## Goal of the exercise
Lift every line from the entries that includes the word "function".

## Stored data
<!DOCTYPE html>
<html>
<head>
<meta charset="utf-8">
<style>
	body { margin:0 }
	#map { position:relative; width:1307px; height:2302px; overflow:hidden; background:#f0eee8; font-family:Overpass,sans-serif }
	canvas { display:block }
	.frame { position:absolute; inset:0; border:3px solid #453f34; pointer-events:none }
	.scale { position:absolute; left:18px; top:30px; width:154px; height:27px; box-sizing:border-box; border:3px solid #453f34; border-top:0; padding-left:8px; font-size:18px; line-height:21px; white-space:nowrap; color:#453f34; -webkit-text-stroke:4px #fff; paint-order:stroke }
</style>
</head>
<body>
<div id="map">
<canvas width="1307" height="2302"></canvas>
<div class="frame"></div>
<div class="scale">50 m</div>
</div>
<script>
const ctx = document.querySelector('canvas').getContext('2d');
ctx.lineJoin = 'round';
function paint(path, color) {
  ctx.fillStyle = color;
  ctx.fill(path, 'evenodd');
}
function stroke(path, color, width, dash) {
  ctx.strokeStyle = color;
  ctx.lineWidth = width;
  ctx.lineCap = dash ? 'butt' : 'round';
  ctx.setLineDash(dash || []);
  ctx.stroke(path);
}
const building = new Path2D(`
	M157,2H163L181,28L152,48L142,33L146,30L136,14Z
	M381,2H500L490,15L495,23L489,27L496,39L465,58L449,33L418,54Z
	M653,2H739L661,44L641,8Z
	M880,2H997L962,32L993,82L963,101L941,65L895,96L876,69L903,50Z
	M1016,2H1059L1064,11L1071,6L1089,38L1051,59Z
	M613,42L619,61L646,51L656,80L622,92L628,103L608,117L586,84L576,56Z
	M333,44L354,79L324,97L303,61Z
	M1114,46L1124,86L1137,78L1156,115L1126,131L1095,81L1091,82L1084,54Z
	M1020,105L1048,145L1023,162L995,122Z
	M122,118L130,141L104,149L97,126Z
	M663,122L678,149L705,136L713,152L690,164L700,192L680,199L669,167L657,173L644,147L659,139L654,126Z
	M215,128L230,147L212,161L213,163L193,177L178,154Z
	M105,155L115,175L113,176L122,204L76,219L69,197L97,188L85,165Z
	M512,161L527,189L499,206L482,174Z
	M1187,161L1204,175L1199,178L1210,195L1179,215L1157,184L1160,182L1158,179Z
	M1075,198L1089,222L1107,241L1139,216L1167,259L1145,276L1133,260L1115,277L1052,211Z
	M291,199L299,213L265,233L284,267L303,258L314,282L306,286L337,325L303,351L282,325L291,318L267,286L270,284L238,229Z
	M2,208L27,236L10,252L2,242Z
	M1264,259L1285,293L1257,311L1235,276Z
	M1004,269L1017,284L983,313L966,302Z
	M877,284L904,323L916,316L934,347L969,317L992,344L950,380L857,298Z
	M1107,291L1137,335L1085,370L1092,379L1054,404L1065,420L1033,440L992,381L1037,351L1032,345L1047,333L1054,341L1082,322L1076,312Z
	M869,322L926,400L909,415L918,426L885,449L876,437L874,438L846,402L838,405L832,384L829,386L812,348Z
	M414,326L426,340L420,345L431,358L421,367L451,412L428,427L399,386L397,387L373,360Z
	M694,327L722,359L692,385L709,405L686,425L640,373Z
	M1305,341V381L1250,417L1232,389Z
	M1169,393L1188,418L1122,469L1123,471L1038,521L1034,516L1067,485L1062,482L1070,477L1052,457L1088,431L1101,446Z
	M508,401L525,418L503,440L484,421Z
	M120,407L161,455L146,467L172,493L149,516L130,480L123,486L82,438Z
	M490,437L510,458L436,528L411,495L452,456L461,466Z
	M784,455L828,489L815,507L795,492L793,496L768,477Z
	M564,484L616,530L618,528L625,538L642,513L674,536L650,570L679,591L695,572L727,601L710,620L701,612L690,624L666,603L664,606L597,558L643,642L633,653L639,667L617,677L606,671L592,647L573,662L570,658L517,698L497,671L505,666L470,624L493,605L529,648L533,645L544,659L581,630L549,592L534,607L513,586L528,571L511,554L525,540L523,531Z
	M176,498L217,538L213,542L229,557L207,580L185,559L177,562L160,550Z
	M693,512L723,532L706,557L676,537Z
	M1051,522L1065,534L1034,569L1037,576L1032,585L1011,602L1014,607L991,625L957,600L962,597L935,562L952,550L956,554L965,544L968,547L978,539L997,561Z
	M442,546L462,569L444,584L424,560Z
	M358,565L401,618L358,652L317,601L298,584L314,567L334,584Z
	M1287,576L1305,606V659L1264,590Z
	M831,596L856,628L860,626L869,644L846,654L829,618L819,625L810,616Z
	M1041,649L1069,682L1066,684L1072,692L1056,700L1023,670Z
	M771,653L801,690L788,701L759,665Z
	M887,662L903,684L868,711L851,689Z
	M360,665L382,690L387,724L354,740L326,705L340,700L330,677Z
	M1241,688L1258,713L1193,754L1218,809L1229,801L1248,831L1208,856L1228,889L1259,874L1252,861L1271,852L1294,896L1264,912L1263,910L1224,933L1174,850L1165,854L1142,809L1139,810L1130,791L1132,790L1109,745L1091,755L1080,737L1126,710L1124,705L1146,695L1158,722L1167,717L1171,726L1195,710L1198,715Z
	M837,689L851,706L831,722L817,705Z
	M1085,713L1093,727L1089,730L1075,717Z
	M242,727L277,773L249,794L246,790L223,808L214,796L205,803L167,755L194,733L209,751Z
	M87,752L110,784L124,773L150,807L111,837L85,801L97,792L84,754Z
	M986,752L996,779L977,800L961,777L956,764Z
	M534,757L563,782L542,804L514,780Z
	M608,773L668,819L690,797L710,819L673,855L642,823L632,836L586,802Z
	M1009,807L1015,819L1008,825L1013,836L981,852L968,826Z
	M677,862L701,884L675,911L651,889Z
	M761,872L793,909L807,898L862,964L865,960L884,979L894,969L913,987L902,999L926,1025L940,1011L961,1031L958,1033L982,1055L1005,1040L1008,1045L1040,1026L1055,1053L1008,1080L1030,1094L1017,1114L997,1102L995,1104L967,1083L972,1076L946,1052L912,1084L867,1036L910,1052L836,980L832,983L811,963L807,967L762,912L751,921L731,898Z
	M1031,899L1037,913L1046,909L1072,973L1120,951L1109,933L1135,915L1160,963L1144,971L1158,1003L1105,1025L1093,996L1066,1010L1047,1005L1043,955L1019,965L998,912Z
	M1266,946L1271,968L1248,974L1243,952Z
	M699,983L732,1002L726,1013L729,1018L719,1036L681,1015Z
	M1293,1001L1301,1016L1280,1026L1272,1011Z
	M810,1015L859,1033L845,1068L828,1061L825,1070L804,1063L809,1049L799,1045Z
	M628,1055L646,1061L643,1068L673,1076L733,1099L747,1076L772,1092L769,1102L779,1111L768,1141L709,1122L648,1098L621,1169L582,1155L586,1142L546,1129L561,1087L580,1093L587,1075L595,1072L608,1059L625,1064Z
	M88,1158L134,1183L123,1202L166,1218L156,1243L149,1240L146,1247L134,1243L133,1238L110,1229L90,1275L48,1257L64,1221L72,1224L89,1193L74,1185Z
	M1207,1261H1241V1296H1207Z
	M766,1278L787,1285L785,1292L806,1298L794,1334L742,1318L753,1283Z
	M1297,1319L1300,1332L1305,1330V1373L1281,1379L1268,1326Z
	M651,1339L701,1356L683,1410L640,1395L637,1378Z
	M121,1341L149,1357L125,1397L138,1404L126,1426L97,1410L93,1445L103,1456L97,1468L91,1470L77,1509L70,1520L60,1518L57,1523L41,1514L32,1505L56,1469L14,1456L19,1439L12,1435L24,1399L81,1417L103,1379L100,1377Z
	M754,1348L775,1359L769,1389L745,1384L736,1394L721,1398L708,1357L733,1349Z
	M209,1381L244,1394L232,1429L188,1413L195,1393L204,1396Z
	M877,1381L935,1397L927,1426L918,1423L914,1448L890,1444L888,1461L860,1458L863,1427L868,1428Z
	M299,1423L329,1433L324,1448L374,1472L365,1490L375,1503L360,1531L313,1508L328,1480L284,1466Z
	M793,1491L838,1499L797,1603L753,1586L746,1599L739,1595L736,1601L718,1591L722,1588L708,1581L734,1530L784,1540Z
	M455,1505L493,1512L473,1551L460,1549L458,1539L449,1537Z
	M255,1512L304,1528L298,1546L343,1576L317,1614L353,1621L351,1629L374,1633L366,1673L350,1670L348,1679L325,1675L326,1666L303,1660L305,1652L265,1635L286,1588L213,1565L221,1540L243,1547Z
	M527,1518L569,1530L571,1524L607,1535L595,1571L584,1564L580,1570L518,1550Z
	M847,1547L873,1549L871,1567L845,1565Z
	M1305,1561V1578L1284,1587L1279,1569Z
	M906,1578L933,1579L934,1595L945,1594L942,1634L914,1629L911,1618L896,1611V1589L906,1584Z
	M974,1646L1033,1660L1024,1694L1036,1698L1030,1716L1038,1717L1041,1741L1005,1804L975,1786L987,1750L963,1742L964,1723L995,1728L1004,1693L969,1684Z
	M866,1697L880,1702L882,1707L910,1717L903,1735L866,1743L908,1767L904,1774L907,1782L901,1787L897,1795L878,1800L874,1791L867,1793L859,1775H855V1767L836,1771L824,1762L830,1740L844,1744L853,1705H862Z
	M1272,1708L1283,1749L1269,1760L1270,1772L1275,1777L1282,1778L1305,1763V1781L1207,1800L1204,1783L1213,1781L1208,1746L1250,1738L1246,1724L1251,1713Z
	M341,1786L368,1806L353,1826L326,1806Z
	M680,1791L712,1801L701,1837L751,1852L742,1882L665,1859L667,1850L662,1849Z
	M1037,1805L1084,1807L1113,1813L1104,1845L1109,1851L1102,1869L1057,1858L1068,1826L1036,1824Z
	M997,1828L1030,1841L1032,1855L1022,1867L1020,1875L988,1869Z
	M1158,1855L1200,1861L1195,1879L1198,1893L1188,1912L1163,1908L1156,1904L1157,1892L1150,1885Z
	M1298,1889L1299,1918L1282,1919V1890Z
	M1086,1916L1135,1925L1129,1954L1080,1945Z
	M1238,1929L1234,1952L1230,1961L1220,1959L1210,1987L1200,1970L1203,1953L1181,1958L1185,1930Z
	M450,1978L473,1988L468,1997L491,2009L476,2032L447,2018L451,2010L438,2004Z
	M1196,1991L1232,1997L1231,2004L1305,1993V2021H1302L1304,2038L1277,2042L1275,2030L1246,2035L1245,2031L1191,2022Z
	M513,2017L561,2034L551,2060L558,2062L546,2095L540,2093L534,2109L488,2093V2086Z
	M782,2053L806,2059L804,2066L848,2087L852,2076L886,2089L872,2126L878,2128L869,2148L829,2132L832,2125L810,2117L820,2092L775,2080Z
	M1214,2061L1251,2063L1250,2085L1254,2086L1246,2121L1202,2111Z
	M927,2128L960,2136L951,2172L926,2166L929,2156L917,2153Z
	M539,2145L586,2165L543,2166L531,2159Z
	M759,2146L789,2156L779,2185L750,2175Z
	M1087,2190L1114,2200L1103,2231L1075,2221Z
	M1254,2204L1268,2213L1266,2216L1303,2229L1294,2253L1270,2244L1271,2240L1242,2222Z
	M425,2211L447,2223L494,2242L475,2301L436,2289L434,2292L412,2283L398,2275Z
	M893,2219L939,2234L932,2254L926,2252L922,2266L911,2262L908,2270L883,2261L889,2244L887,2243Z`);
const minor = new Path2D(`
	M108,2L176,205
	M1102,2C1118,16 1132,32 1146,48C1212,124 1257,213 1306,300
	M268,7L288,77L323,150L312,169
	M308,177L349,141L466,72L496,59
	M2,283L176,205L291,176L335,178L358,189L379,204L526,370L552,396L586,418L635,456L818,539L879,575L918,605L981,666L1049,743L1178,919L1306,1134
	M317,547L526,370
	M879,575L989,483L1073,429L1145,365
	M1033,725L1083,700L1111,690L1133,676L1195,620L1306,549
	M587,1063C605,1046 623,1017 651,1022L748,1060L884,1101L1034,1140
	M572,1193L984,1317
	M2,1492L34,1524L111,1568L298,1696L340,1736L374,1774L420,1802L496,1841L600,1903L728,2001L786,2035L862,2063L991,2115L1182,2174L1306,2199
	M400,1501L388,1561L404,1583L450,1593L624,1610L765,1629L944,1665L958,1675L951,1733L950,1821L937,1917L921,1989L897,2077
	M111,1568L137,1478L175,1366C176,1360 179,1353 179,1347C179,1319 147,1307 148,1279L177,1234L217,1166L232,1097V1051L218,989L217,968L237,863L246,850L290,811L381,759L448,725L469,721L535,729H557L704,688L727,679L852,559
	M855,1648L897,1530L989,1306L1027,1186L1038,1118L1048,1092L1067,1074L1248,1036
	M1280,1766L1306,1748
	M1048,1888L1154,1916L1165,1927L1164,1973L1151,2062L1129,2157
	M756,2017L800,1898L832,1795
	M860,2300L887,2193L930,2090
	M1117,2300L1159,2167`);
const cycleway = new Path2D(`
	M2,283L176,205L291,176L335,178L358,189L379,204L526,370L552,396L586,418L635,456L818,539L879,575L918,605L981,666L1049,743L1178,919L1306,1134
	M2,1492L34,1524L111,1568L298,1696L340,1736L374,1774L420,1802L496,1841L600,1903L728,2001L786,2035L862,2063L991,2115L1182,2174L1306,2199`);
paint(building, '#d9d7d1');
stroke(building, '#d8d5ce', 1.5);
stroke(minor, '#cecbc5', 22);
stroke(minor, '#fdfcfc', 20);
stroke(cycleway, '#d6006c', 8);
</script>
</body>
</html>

## Expected answer
function paint(path, color) {
function stroke(path, color, width, dash) {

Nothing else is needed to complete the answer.